* **What is required**
Could you retype, exactly as written, every line from the top of the records through the line that contains "Where are the"?

Records from a data source:
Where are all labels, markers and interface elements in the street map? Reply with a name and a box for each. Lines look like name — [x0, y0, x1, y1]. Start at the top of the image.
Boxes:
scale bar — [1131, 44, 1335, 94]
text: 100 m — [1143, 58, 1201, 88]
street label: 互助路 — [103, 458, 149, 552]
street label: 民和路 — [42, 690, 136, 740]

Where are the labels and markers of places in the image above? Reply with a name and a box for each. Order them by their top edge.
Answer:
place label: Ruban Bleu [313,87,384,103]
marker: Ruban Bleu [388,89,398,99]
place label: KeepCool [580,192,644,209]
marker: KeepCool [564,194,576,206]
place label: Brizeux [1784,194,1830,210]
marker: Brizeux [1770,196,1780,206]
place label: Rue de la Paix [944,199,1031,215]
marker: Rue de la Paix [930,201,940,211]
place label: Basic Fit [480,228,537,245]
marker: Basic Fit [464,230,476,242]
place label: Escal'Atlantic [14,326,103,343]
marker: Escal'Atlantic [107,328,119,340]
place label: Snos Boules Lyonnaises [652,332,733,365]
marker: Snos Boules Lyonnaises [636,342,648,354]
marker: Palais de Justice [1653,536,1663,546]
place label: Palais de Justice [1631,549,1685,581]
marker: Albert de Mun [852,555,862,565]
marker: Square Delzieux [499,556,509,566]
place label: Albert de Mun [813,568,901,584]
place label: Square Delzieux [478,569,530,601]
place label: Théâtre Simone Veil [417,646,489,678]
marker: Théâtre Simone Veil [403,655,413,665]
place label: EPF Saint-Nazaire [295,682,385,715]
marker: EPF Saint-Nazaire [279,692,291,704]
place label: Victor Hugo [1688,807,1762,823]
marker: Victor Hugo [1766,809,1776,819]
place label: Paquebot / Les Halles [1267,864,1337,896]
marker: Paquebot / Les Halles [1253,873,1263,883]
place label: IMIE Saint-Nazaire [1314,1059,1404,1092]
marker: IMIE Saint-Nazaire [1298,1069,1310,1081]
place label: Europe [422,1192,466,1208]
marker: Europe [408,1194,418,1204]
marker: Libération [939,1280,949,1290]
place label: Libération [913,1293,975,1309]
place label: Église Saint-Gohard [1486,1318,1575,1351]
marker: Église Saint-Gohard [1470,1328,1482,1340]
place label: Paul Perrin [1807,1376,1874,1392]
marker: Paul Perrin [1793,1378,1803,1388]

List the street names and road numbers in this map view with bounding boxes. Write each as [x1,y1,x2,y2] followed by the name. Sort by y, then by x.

* **Response**
Where are all labels, markers and interface elements in the street map? Reply with a name and a box for each. Lines look like name — [x0, y0, x1, y1]. Start at the top of the image.
Boxes:
scale bar — [1131, 44, 1335, 94]
text: 100 m — [1143, 58, 1201, 88]
street label: 互助路 — [103, 458, 149, 552]
street label: 民和路 — [42, 690, 136, 740]

Where are the labels and markers of places in the image above? Reply with a name and a box for each. Order them by their top edge.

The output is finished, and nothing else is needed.